### ASSIGNMENT
Could you print every record below exactly as written?

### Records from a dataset
================
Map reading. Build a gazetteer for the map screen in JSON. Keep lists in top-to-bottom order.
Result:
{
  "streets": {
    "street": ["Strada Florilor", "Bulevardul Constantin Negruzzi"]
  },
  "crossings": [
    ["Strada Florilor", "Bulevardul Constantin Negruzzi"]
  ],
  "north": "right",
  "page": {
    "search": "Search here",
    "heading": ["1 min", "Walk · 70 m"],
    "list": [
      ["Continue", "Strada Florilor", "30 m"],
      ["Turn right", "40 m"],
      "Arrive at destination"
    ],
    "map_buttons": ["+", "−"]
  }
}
================
### TASK OUTPUT
Map reading. Build a gazetteer for the map screen in JSON. Keep lists in top-to-bottom order.
Result:
{
  "streets": {
    "street": ["Strada Florilor", "Bulevardul Constantin Negruzzi"]
  },
  "crossings": [
    ["Strada Florilor", "Bulevardul Constantin Negruzzi"]
  ],
  "north": "right",
  "page": {
    "search": "Search here",
    "heading": ["1 min", "Walk · 70 m"],
    "list": [
      ["Continue", "Strada Florilor", "30 m"],
      ["Turn right", "40 m"],
      "Arrive at destination"
    ],
    "map_buttons": ["+", "−"]
  }
}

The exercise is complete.